## TASK DESCRIPTION
Your output should consist of the data, copied exactly.

## DATASET EXTRACT
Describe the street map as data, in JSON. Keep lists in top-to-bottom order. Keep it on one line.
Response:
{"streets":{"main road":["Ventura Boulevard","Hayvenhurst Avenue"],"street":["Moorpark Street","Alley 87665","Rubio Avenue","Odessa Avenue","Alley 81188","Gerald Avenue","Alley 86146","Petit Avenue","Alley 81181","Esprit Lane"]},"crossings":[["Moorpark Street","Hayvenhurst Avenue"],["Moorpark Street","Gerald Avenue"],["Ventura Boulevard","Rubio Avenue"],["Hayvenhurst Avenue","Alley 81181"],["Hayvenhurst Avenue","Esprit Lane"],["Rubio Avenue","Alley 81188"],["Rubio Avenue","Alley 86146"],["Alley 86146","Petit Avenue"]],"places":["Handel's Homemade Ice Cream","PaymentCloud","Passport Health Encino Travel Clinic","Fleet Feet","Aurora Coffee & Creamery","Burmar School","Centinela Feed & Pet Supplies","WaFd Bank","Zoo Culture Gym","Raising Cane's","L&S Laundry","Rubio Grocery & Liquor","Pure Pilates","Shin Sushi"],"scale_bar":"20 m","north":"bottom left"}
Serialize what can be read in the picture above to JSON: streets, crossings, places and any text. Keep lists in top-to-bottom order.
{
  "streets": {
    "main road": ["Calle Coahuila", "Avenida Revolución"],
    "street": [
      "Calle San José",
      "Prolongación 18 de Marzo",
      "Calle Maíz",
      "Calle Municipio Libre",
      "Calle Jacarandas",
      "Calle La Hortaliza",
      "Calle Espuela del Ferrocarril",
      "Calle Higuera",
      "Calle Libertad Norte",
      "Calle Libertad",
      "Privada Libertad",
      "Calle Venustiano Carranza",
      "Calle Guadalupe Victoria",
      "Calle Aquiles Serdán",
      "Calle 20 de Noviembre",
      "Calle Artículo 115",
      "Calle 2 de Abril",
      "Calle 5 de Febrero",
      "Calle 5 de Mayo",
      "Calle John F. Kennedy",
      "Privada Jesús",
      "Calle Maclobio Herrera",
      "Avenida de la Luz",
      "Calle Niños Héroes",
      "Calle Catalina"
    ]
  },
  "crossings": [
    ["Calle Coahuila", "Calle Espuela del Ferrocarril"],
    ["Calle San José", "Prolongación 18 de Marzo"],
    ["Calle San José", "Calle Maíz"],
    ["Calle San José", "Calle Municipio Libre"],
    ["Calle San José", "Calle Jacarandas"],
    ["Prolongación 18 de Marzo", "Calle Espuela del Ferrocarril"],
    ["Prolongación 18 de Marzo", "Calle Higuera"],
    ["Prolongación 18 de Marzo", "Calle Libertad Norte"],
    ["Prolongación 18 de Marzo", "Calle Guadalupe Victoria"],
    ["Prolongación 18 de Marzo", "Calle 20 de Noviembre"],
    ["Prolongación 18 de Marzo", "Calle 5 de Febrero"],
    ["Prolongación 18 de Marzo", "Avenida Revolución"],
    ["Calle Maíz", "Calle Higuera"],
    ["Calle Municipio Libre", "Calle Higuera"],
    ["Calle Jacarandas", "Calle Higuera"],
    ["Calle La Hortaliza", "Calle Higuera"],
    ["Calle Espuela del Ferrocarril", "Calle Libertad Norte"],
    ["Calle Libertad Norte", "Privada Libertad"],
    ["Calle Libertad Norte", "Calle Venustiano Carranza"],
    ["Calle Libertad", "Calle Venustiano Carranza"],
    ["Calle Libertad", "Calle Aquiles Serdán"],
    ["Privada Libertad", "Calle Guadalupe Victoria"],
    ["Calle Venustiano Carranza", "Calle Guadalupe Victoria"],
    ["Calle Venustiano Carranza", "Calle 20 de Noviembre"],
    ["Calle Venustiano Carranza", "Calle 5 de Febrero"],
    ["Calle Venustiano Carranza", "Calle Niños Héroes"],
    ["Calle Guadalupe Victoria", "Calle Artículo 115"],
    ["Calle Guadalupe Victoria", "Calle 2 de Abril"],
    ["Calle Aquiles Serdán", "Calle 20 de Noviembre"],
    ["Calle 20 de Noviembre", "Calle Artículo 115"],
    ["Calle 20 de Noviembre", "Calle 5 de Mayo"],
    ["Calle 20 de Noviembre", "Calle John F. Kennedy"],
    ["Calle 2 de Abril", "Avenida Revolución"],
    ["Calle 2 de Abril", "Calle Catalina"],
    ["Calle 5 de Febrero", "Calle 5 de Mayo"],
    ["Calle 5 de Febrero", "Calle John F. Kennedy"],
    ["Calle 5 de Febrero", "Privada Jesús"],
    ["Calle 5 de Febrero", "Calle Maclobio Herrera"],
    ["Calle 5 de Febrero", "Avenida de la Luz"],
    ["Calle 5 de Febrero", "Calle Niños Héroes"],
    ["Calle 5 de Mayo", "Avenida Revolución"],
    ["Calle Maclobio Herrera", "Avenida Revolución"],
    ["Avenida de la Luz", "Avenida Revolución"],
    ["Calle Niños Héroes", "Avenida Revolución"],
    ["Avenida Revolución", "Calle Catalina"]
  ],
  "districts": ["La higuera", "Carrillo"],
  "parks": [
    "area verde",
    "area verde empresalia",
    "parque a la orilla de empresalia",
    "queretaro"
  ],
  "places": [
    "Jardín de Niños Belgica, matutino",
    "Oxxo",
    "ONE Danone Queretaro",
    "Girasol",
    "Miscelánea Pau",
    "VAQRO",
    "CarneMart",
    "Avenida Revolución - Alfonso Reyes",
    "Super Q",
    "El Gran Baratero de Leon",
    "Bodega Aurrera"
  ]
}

## PROBLEM SOLUTION
Describe the street map as data, in JSON. Keep lists in top-to-bottom order. Keep it on one line.
Response:
{"streets":{"main road":["Ventura Boulevard","Hayvenhurst Avenue"],"street":["Moorpark Street","Alley 87665","Rubio Avenue","Odessa Avenue","Alley 81188","Gerald Avenue","Alley 86146","Petit Avenue","Alley 81181","Esprit Lane"]},"crossings":[["Moorpark Street","Hayvenhurst Avenue"],["Moorpark Street","Gerald Avenue"],["Ventura Boulevard","Rubio Avenue"],["Hayvenhurst Avenue","Alley 81181"],["Hayvenhurst Avenue","Esprit Lane"],["Rubio Avenue","Alley 81188"],["Rubio Avenue","Alley 86146"],["Alley 86146","Petit Avenue"]],"places":["Handel's Homemade Ice Cream","PaymentCloud","Passport Health Encino Travel Clinic","Fleet Feet","Aurora Coffee & Creamery","Burmar School","Centinela Feed & Pet Supplies","WaFd Bank","Zoo Culture Gym","Raising Cane's","L&S Laundry","Rubio Grocery & Liquor","Pure Pilates","Shin Sushi"],"scale_bar":"20 m","north":"bottom left"}
Serialize what can be read in the picture above to JSON: streets, crossings, places and any text. Keep lists in top-to-bottom order.
{
  "streets": {
    "main road": ["Calle Coahuila", "Avenida Revolución"],
    "street": [
      "Calle San José",
      "Prolongación 18 de Marzo",
      "Calle Maíz",
      "Calle Municipio Libre",
      "Calle Jacarandas",
      "Calle La Hortaliza",
      "Calle Espuela del Ferrocarril",
      "Calle Higuera",
      "Calle Libertad Norte",
      "Calle Libertad",
      "Privada Libertad",
      "Calle Venustiano Carranza",
      "Calle Guadalupe Victoria",
      "Calle Aquiles Serdán",
      "Calle 20 de Noviembre",
      "Calle Artículo 115",
      "Calle 2 de Abril",
      "Calle 5 de Febrero",
      "Calle 5 de Mayo",
      "Calle John F. Kennedy",
      "Privada Jesús",
      "Calle Maclobio Herrera",
      "Avenida de la Luz",
      "Calle Niños Héroes",
      "Calle Catalina"
    ]
  },
  "crossings": [
    ["Calle Coahuila", "Calle Espuela del Ferrocarril"],
    ["Calle San José", "Prolongación 18 de Marzo"],
    ["Calle San José", "Calle Maíz"],
    ["Calle San José", "Calle Municipio Libre"],
    ["Calle San José", "Calle Jacarandas"],
    ["Prolongación 18 de Marzo", "Calle Espuela del Ferrocarril"],
    ["Prolongación 18 de Marzo", "Calle Higuera"],
    ["Prolongación 18 de Marzo", "Calle Libertad Norte"],
    ["Prolongación 18 de Marzo", "Calle Guadalupe Victoria"],
    ["Prolongación 18 de Marzo", "Calle 20 de Noviembre"],
    ["Prolongación 18 de Marzo", "Calle 5 de Febrero"],
    ["Prolongación 18 de Marzo", "Avenida Revolución"],
    ["Calle Maíz", "Calle Higuera"],
    ["Calle Municipio Libre", "Calle Higuera"],
    ["Calle Jacarandas", "Calle Higuera"],
    ["Calle La Hortaliza", "Calle Higuera"],
    ["Calle Espuela del Ferrocarril", "Calle Libertad Norte"],
    ["Calle Libertad Norte", "Privada Libertad"],
    ["Calle Libertad Norte", "Calle Venustiano Carranza"],
    ["Calle Libertad", "Calle Venustiano Carranza"],
    ["Calle Libertad", "Calle Aquiles Serdán"],
    ["Privada Libertad", "Calle Guadalupe Victoria"],
    ["Calle Venustiano Carranza", "Calle Guadalupe Victoria"],
    ["Calle Venustiano Carranza", "Calle 20 de Noviembre"],
    ["Calle Venustiano Carranza", "Calle 5 de Febrero"],
    ["Calle Venustiano Carranza", "Calle Niños Héroes"],
    ["Calle Guadalupe Victoria", "Calle Artículo 115"],
    ["Calle Guadalupe Victoria", "Calle 2 de Abril"],
    ["Calle Aquiles Serdán", "Calle 20 de Noviembre"],
    ["Calle 20 de Noviembre", "Calle Artículo 115"],
    ["Calle 20 de Noviembre", "Calle 5 de Mayo"],
    ["Calle 20 de Noviembre", "Calle John F. Kennedy"],
    ["Calle 2 de Abril", "Avenida Revolución"],
    ["Calle 2 de Abril", "Calle Catalina"],
    ["Calle 5 de Febrero", "Calle 5 de Mayo"],
    ["Calle 5 de Febrero", "Calle John F. Kennedy"],
    ["Calle 5 de Febrero", "Privada Jesús"],
    ["Calle 5 de Febrero", "Calle Maclobio Herrera"],
    ["Calle 5 de Febrero", "Avenida de la Luz"],
    ["Calle 5 de Febrero", "Calle Niños Héroes"],
    ["Calle 5 de Mayo", "Avenida Revolución"],
    ["Calle Maclobio Herrera", "Avenida Revolución"],
    ["Avenida de la Luz", "Avenida Revolución"],
    ["Calle Niños Héroes", "Avenida Revolución"],
    ["Avenida Revolución", "Calle Catalina"]
  ],
  "districts": ["La higuera", "Carrillo"],
  "parks": [
    "area verde",
    "area verde empresalia",
    "parque a la orilla de empresalia",
    "queretaro"
  ],
  "places": [
    "Jardín de Niños Belgica, matutino",
    "Oxxo",
    "ONE Danone Queretaro",
    "Girasol",
    "Miscelánea Pau",
    "VAQRO",
    "CarneMart",
    "Avenida Revolución - Alfonso Reyes",
    "Super Q",
    "El Gran Baratero de Leon",
    "Bodega Aurrera"
  ]
}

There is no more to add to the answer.